In the late 1990s, Wexler pushed for more businesses, overseeing development of the Arizona Pavilions commercial “power center” along Cortaro Road, where a wide array of stores such as Kohl’s and Blockbuster are found today. “It took a while to get an anchor tenant,” he said. “Once I got Wal-Mart, I had a deal.” Now in the last stages of commercial development, another 30-acre site at Arizona Pavilions – the second phase of Wexler’s commercial power center – will include stores such as Pier 1, Chili’s Grill & Bar and In-N-Out Burger. Another five-acre commercial strip center, known as Coachline Crossing, also is planned for the Silverbell and Coachline area.

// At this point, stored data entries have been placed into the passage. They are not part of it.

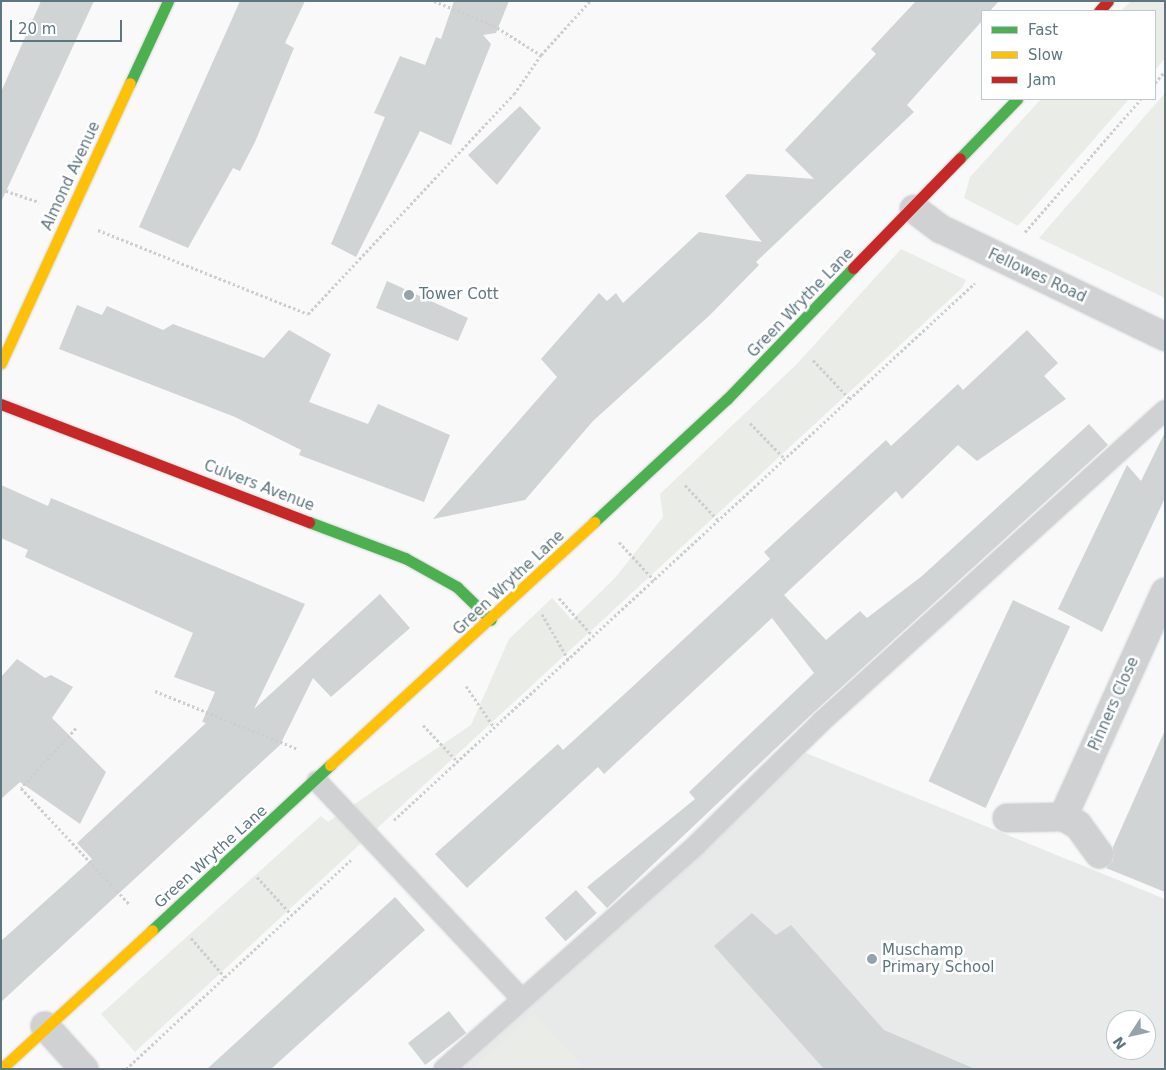 <!DOCTYPE html>
<html>
<head>
<meta charset="utf-8">
<style>
  body { margin:0 }
  #map { position:relative; width:1166px; height:1070px; overflow:hidden; background:#f9f9f9; font-family:"DejaVu Sans",sans-serif }
  div>[style] { position:absolute }
  [style*='--x'] { left:calc(var(--x)*1px); top:calc(var(--y)*1px); width:calc(var(--w)*1px); rotate:calc(var(--a)*1deg) }
  .built>* { inset:0; background:#e7eae9 }
  .green>* { inset:0; background:#eaece7 }
  .building>* { inset:0; background:#d1d4d4; transform-origin:0 0 }
  .path>* { height:3px; margin-top:-1.5px; transform-origin:0; background:repeating-linear-gradient(90deg,#cdcecf 0 2.5px,transparent 0 5px) }
  .roads { filter:drop-shadow(0 0 1px #d6d7d8) drop-shadow(0 0 1px #d6d7d8) }
  .lane>* { height:20px; margin:-10px; padding:0 10px; transform-origin:10px; border-radius:10px; background:#cfd1d2 }
  .street>* { height:28px; margin:-14px; padding:0 14px; transform-origin:14px; border-radius:14px; background:#cfd1d2 }
  .fast>* { height:11px; margin:-5.5px; padding:0 5.5px; transform-origin:5.5px; border-radius:5.5px; background:#4caf50 }
  .slow>* { height:11px; margin:-5.5px; padding:0 5.5px; transform-origin:5.5px; border-radius:5.5px; background:#ffc107 }
  .jam>* { height:11px; margin:-5.5px; padding:0 5.5px; transform-origin:5.5px; border-radius:5.5px; background:#c62828 }
  .dots>* { width:14px; height:14px; translate:-50% -50%; box-sizing:border-box; border:2px solid #fff; border-radius:50% }
  span { translate:-50% -50%; white-space:nowrap; text-align:center; line-height:1.15; -webkit-text-stroke:5px #fff; paint-order:stroke }
  .street-label { font-size:15px; color:#5e767f }
  .poi-label { font-size:15px; color:#5e767f }
  .left { translate:0 -50%; text-align:left }
  .frame { position:absolute; inset:0; border:2px solid #5e767f; pointer-events:none }
  .legend { position:absolute; left:981px; top:10px; width:175px; height:90px; box-sizing:border-box; background:#fff; border:1px solid #bfc8cc; margin:0; padding:6px 9px; list-style:none; font-size:15px; color:#5e767f }
  .legend li { display:flex; align-items:center; gap:10px; height:25px }
  .legend b { width:25px; border:1px solid #bfc8cc }
  .north { position:absolute; left:1106px; top:1010px; width:50px; height:50px; box-sizing:border-box; background:#fff; border:1px solid #bfc8cc; border-radius:50%; rotate:235deg; font-size:14px; font-weight:700; line-height:20px; text-align:center; color:#5e767f }
  .north::after { content:''; display:block; margin:auto; width:18px; height:22px; background:#94a4aa; clip-path:polygon(50% 0,100% 100%,50% 72%,0 100%) }
  .scale { position:absolute; left:10px; top:20px; width:112px; height:22px; box-sizing:border-box; border:2px solid #5e767f; border-top:0; padding-left:6px; font-size:15px; line-height:18px; white-space:nowrap; color:#5e767f; -webkit-text-stroke:4px #fff; paint-order:stroke }
</style>
</head>
<body>
<div id="map">
  <div class="built">
    <i style="clip-path:polygon(evenodd,806px 753px,1165px 899px,1165px 1069px,459px 1069px,806px 753px,1116px 1020px,1146px 1020px,1146px 1050px,1116px 1050px,1116px 1020px)"></i>
  </div>
  <div class="green">
    <i style="clip-path:polygon(1131px 1px,1165px 1px,1165px 58px,1155px 70px,1155px 11px,1121px 11px)"></i>
    <i style="clip-path:polygon(1165px 93px,1165px 298px,1039px 238px)"></i>
    <i style="clip-path:polygon(1041px 99px,1129px 99px,1018px 226px,964px 198px,970px 177px)"></i>
    <i style="clip-path:polygon(901px 249px,966px 280px,962px 288px,135px 1052px,101px 1014px,321px 816px,328px 822px,471px 725px,509px 639px,552px 598px,572px 620px,615px 578px,663px 517px,660px 494px,796px 365px)"></i>
    <i style="clip-path:polygon(534px 1014px,585px 1069px,472px 1069px)"></i>
  </div>
  <div class="building">
    <i style="clip-path:polygon(41px 1px,94px 1px,1px 202px,1px 92px)"></i>
    <i style="clip-path:polygon(240px 1px,305px 1px,285px 43px,294px 48px,255px 142px,240px 171px,233px 168px,188px 248px,139px 227px)"></i>
    <i style="clip-path:polygon(454px 1px,509px 1px,496px 33px,483px 35px,491px 44px,451px 145px,420px 131px,356px 257px,331px 244px,385px 117px,374px 113px,400px 56px,425px 65px,436px 37px,441px 39px)"></i>
    <i style="clip-path:polygon(916px 1px,999px 1px,990px 11px,982px 11px,982px 21px,907px 105px,914px 112px,756px 262px,759px 265px,710px 315px,593px 421px,525px 500px,433px 519px,557px 377px,541px 359px,599px 293px,607px 301px,616px 293px,623px 303px,699px 232px,762px 242px,725px 196px,747px 174px,814px 179px,785px 150px,876px 54px,871px 49px)"></i>
    <i style="clip-path:polygon(520px 106px,541px 128px,497px 185px,468px 155px)"></i>
    <i style="clip-path:polygon(387px 281px,468px 318px,458px 341px,376px 308px)"></i>
    <i style="clip-path:polygon(77px 305px,102px 315px,107px 306px,163px 330px,173px 324px,264px 358px,289px 330px,331px 354px,309px 402px,368px 424px,378px 404px,450px 435px,424px 502px,299px 455px,301px 450px,235px 417px,59px 349px)"></i>
    <i style="clip-path:polygon(1027px 330px,1058px 363px,1044px 376px,1066px 399px,977px 461px,958px 445px,902px 499px,896px 491px,784px 595px,826px 640px,860px 611px,867px 618px,922px 576px,1089px 424px,1108px 445px,813px 713px,607px 908px,587px 887px,695px 799px,689px 792px,814px 673px,772px 618px,604px 774px,598px 767px,467px 888px,435px 854px,558px 744px,563px 750px,630px 689px,770px 559px,764px 552px,886px 440px,891px 446px,958px 384px,963px 390px)"></i>
    <i style="clip-path:polygon(1165px 432px,1165px 498px,1102px 632px,1058px 609px,1127px 465px,1141px 481px)"></i>
    <i style="clip-path:polygon(1px 485px,48px 506px,51px 498px,305px 604px,254px 709px,380px 594px,410px 628px,331px 697px,313px 678px,280px 745px,1px 1002px,1px 941px,92px 859px,77px 843px,206px 723px,202px 722px,215px 692px,174px 677px,193px 633px,25px 557px,28px 550px,1px 538px)"></i>
    <i style="left:1013px;top:600px;width:63px;height:200px;rotate:25deg"></i>
    <i style="clip-path:polygon(17px 659px,45px 678px,51px 675px,73px 687px,52px 718px,106px 772px,80px 824px,20px 782px,1px 799px,1px 677px)"></i>
    <i style="clip-path:polygon(1165px 730px,1165px 892px,1106px 868px,1113px 860px,1113px 847px)"></i>
    <i style="left:576px;top:890px;width:31px;height:42px;rotate:48deg"></i>
    <i style="clip-path:polygon(395px 897px,425px 930px,271px 1069px,207px 1069px)"></i>
    <i style="clip-path:polygon(752px 913px,776px 935px,791px 925px,884px 1030px,975px 1069px,824px 1069px,714px 946px)"></i>
    <i style="left:449px;top:1011px;width:28px;height:52px;rotate:52deg"></i>
  </div>
  <div class="path">
    <i style="--x:434;--y:1;--w:64;--a:22.1"></i>
    <i style="--x:493;--y:25;--w:57;--a:32"></i>
    <i style="--x:1155;--y:83;--w:16;--a:-50"></i>
    <i style="--x:1;--y:189;--w:40;--a:18.9"></i>
    <i style="--x:98;--y:230;--w:226;--a:21.8"></i>
    <i style="--x:308;--y:314;--w:301;--a:-46.9"></i>
    <i style="--x:514;--y:94;--w:47;--a:-55.3"></i>
    <i style="--x:541;--y:55;--w:73;--a:-47.8"></i>
    <i style="--x:1025;--y:232;--w:176;--a:-48.9"></i>
    <i style="--x:813;--y:360;--w:54;--a:46.5"></i>
    <i style="--x:750;--y:423;--w:50;--a:45.8"></i>
    <i style="--x:685;--y:485;--w:48;--a:46.7"></i>
    <i style="--x:619;--y:542;--w:52;--a:47.4"></i>
    <i style="--x:559;--y:598;--w:51;--a:48.2"></i>
    <i style="--x:542;--y:614;--w:52;--a:60"></i>
    <i style="--x:466;--y:686;--w:50;--a:55.7"></i>
    <i style="--x:155;--y:691;--w:154;--a:22.1"></i>
    <i style="--x:423;--y:725;--w:51;--a:46.6"></i>
    <i style="--x:76;--y:728;--w:81;--a:132.5"></i>
    <i style="--x:21;--y:788;--w:160;--a:47"></i>
    <i style="--x:394;--y:820;--w:791;--a:-42.75"></i>
    <i style="--x:257;--y:877;--w:52;--a:47.4"></i>
    <i style="--x:191;--y:938;--w:52;--a:48.9"></i>
    <i style="--x:126;--y:1069;--w:307;--a:-42.9"></i>
  </div>
  <div class="roads">
    <div class="lane">
      <i style="--x:317;--y:781;--w:299;--a:46.8"></i>
      <i style="--x:444;--y:1069;--w:339;--a:-41.6"></i>
      <i style="--x:697;--y:844;--w:174;--a:-44.5"></i>
      <i style="--x:821;--y:722;--w:464;--a:-42.2"></i>
    </div>
    <div class="street">
      <i style="--x:914;--y:209;--w:34;--a:37"></i>
      <i style="--x:941;--y:229;--w:249;--a:25.7"></i>
      <i style="--x:1063;--y:817;--w:247;--a:-65.6"></i>
      <i style="--x:1007;--y:818;--w:56;--a:-1"></i>
      <i style="--x:1063;--y:817;--w:17;--a:28"></i>
      <i style="--x:1078;--y:825;--w:36;--a:54"></i>
      <i style="--x:45;--y:1026;--w:58;--a:47.8"></i>
    </div>
    <div class="fast">
      <i style="--x:130;--y:83;--w:90;--a:-65.1"></i>
      <i style="--x:960;--y:158;--w:82;--a:-46"></i>
      <i style="--x:309;--y:522;--w:103;--a:20.6"></i>
      <i style="--x:405;--y:558;--w:60;--a:29.1"></i>
      <i style="--x:457;--y:587;--w:47;--a:44.1"></i>
      <i style="--x:594;--y:522;--w:181;--a:-42.8"></i>
      <i style="--x:727;--y:399;--w:182;--a:-46.1"></i>
      <i style="--x:152;--y:930;--w:243;--a:-42.8"></i>
    </div>
    <div class="slow">
      <i style="--x:1;--y:363;--w:308;--a:-65.3"></i>
      <i style="--x:330;--y:765;--w:359;--a:-42.6"></i>
      <i style="--x:1;--y:1069;--w:205;--a:-42.6"></i>
    </div>
    <div class="jam">
      <i style="--x:1099;--y:11;--w:13;--a:-48"></i>
      <i style="--x:853;--y:268;--w:153;--a:-45.8"></i>
      <i style="--x:1;--y:404;--w:330;--a:21"></i>
    </div>
  </div>
  <div class="dots">
    <i style="left:409px;top:295px;background:#94a4aa"></i>
    <i style="left:872px;top:959px;background:#94a4aa"></i>
  </div>
  <div class="street-label">
    <span style="left:71px;top:176px;rotate:-65deg">Almond Avenue</span>
    <span style="left:1037px;top:276px;rotate:25deg">Fellowes Road</span>
    <span style="left:801px;top:303px;rotate:-46deg">Green Wrythe Lane</span>
    <span style="left:259px;top:486px;rotate:21deg">Culvers Avenue</span>
    <span style="left:509px;top:583px;rotate:-43deg">Green Wrythe Lane</span>
    <span style="left:1114px;top:704px;rotate:-66deg">Pinners Close</span>
    <span style="left:211px;top:857px;rotate:-42deg">Green Wrythe Lane</span>
  </div>
  <div class="poi-label">
    <span class="left" style="left:419px;top:295px">Tower Cott</span>
    <span class="left" style="left:882px;top:959px">Muschamp<br>Primary School</span>
  </div>
  <div class="frame"></div>
  <ul class="legend">
  <li><b style="height:6px;background:#4caf50"></b>Fast</li>
  <li><b style="height:6px;background:#ffc107"></b>Slow</li>
  <li><b style="height:6px;background:#c62828"></b>Jam</li>
  </ul>
  <div class="north">N</div>
  <div class="scale">20 m</div>
</div>
</body>
</html>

“I think the town of Marana has been a very good partner with us and other developers,” Wexler said. “Because of that, you’re seeing very nice projects and a lot of participation between the town and developers.” Comerford said she welcomes new growth as long as it’s planned well, but traffic along Cortaro and Silverbell roads is a lingering problem that needs to be solved. The town has modified and widened Cortaro over the years and still plans to add two more lanes, but constructing a new I-10 interchange at Twin Peaks Road will be the answer to many residents’ prayers in 2008. It’s expected to alleviate much of the congestion that results in daily traffic backups as Continental Ranch residents are funneled down Silverbell to a single interchange at Cortaro.
“I don’t see there being a whole lot else they can do residentially out here,” Comerford said. “I’m just hoping that interchange gets going and that we get that open to help with some of the traffic issues out here. It’ll make a great difference.” Now that Continental Ranch is nearing buildout, Honea admits the town never knew quite what to expect, but it’s been a welcomed addition to the community. Where Abbett recently donated $1 million toward a new library to help pay for a book collection, the town is now constructing a 48-acre district park near Silverbell and Cortaro roads. All things considered, the future looks bright for Continental Ranch. “Continental Ranch has been a real asset to Marana. It kind of showed us what maybe the rest of the community will look like 20 years down the road: more urbanization, more businesses, the need for better transportation infrastructure, more amenities, more parks,” Honea said. “Continental Ranch is by far the largest community in our town today. It was kind of a tough climb getting to where we’re getting, but it turned into a success story.”